Roberts’s most important lasting contribution to Mormonism is not his work as a historian but rather as a theologian. His philosophic temper and his historical approach to things contributed to his strength as a theologian. He sensed the importance, for instance, of the non-absolutistic conception of God that is fundamental to Mormonism, and he was not hesitant to break with traditional theology in his opposition to the doctrines associated with original sin and in his affirmation of freedom in an open universe. He was not a great theologian, but, as I have said, he was the best that the Mormon church has had.
Roberts was certainly a controversial figure. He was respected, but I cannot say that he was loved. He wasn’t the lovable type. I think he was feared by some of his colleagues in the church leadership, even though they respected him for his intellectual stature and considerable learning. I have always felt that some of them heaved a sigh of relief when he died. He had been a thorn in their sides on theological, political, and ecclesiastical matters.

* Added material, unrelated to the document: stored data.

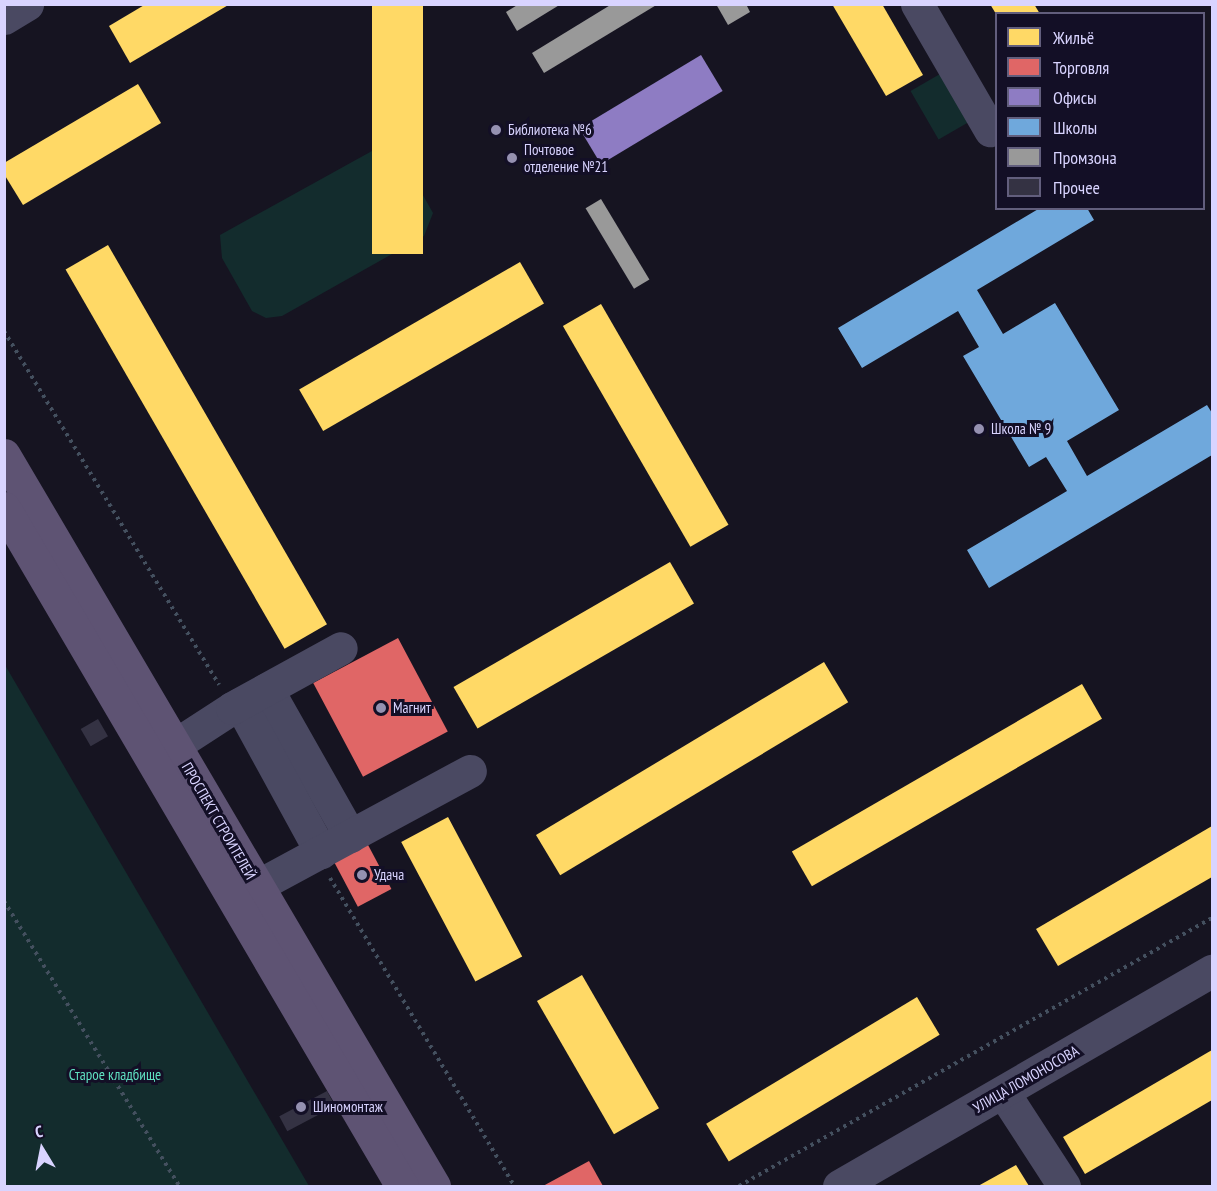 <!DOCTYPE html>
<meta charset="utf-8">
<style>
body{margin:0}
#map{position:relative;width:1217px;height:1191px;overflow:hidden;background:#161421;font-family:"PT Sans Narrow",sans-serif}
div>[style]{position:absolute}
.green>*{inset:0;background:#132c2d;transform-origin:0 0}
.homes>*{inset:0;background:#ffd966;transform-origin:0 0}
.shops>*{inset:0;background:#e06666;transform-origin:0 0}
.offices>*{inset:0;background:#8e7cc3;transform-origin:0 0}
.schools>*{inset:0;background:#6fa8dc}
.industry>*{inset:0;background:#999;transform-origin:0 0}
.building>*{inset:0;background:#343243;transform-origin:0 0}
.path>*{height:4px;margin-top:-2px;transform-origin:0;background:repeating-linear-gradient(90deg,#44505f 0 3px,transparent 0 7.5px)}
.minor>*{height:33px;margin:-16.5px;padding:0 16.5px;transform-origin:16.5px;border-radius:16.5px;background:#4a4962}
.major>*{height:33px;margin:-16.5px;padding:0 16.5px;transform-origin:16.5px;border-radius:16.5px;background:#5e5373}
.dots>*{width:16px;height:16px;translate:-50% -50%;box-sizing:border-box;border:3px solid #130f26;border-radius:50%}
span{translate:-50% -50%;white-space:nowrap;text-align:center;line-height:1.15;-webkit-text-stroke:6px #130f26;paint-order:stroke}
.poi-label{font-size:15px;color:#d9d4ff}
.left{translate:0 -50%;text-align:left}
.street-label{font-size:15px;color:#d9d4ff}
.park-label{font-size:15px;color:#5fe0c0}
.frame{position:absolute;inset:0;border:6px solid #d9d4ff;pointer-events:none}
.legend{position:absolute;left:995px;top:12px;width:210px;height:198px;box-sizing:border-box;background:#130f26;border:2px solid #625e7d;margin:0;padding:8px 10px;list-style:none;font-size:18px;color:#d9d4ff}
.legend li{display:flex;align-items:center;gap:12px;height:30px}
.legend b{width:30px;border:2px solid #625e7d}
.north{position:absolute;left:12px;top:1119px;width:60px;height:60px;-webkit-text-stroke:4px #130f26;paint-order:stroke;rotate:350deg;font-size:16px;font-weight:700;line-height:24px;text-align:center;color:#d9d4ff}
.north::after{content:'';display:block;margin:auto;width:21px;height:27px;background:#d9d4ff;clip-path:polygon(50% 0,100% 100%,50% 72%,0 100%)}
</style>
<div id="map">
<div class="green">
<i style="left:940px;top:74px;width:56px;height:34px;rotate:60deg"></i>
<i style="clip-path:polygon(381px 146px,397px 149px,433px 213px,424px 236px,282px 316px,266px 318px,252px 311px,222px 258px,220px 235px)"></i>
<i style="clip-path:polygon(5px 665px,309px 1186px,5px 1186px)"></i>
</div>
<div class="homes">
<i style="clip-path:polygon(146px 4px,230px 4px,130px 63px,109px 26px)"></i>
<i style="left:372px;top:4px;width:51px;height:250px"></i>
<i style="clip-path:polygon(832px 4px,882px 4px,923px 75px,886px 96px)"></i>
<i style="clip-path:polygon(990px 4px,1034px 4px,1040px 14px,996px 14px)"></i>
<i style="clip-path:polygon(138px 84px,161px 123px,23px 205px,4px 174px,4px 163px)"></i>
<i style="left:108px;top:245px;width:438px;height:49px;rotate:60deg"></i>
<i style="left:520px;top:262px;width:48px;height:255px;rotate:60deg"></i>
<i style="left:601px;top:304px;width:255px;height:44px;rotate:60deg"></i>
<i style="left:670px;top:562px;width:48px;height:250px;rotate:60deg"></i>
<i style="left:824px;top:662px;width:47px;height:336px;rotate:59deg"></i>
<i style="left:1082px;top:684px;width:40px;height:335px;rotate:60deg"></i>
<i style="left:448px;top:817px;width:158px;height:53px;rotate:62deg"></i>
<i style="clip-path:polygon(1212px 826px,1212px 877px,1058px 966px,1036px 929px)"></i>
<i style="left:582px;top:975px;width:154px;height:52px;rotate:60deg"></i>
<i style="left:917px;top:997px;width:44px;height:246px;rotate:59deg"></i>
<i style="clip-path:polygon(1212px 1050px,1212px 1100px,1085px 1174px,1063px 1137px)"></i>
<i style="clip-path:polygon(1016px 1165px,1029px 1186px,978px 1186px)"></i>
</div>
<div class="shops">
<i style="left:398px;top:638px;width:106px;height:96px;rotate:62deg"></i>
<i style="left:367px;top:843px;width:52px;height:38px;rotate:62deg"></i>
<i style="clip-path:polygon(589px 1161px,603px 1186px,543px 1186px)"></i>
</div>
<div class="offices">
<i style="left:701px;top:55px;width:42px;height:142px;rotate:59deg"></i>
</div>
<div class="schools">
<i style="clip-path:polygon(1040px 208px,1087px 208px,1094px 220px,977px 290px,1003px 334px,1055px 303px,1119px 410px,1067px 441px,1087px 476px,1207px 405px,1212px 413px,1212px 455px,989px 588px,967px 550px,1067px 491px,1046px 457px,1029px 467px,963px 356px,979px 347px,958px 311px,862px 368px,838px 328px)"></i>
</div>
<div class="industry">
<i style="clip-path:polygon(519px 4px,561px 4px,517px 31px,506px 12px)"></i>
<i style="clip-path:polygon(612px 4px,658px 4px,544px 73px,532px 53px)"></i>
<i style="clip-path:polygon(716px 4px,746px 4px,750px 12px,728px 25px)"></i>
<i style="left:601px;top:199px;width:94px;height:18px;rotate:59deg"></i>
</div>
<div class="building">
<i style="left:98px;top:719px;width:20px;height:20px;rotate:60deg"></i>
<i style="left:327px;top:1091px;width:17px;height:54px;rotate:62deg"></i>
</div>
<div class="path">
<i style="left:4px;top:331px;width:414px;rotate:58.7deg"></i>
<i style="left:330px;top:878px;width:359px;rotate:59.1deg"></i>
<i style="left:4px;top:901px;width:334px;rotate:58.4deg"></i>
<i style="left:739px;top:1186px;width:544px;rotate:-29.54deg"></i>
</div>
<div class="minor">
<i style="left:917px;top:4px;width:146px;rotate:59.9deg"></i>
<i style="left:4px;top:18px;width:27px;rotate:-31deg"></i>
<i style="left:267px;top:689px;width:169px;rotate:60.5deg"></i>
<i style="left:240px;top:704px;width:169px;rotate:61.3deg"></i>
<i style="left:175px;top:745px;width:68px;rotate:-33deg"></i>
<i style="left:232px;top:708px;width:124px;rotate:-28.8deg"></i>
<i style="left:257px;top:886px;width:242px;rotate:-28.4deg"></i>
<i style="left:1003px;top:1092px;width:112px;rotate:57deg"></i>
<i style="left:839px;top:1186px;width:431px;rotate:-30deg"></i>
</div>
<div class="major">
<i style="left:4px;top:455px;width:848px;rotate:59.53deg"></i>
<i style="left:4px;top:508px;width:786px;rotate:59.59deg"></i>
</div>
<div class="dots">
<i style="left:496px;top:130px;background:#9591b1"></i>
<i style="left:512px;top:158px;background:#9591b1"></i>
<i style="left:979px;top:429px;background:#9591b1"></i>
<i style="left:381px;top:708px;background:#9591b1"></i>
<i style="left:362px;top:875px;background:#9591b1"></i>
<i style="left:301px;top:1107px;background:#9591b1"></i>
</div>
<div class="poi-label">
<span class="left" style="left:508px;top:130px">Библиотека №6</span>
<span class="left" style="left:524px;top:158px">Почтовое<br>отделение №21</span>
<span class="left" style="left:991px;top:429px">Школа № 9</span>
<span class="left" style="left:393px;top:708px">Магнит</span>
<span class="left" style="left:374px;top:875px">Удача</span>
<span class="left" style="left:313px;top:1107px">Шиномонтаж</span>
</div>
<div class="street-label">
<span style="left:219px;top:821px;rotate:60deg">ПРОСПЕКТ СТРОИТЕЛЕЙ</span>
<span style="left:1026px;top:1079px;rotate:-30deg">УЛИЦА ЛОМОНОСОВА</span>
</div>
<div class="park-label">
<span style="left:115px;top:1075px">Старое кладбище</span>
</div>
<div class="frame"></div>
<ul class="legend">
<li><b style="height:16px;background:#ffd966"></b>Жильё</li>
<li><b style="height:16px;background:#e06666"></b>Торговля</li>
<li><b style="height:16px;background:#8e7cc3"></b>Офисы</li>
<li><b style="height:16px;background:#6fa8dc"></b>Школы</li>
<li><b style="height:16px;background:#999"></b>Промзона</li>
<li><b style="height:16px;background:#343243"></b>Прочее</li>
</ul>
<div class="north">С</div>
</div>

I think that some in the leadership of the church have wanted to pretend that Roberts never existed. When I came to the University of Utah in 1948, I had graduate students who were returned missionaries who told me that they had never heard of him. There seems to have been a serious effort to erase him from the picture. He is almost totally ignored in the recently published Encyclopedia of Mormonism. The articles on Mormon philosophy and Mormon theology make no mention of him.
B. H. Roberts and James E. Talmage, the leading intellectual figures in the church in their time, died within a few weeks of each other in 1933. In my opinion, the church has been in intellectual decline ever since in matters pertaining to philosophic and religious thought.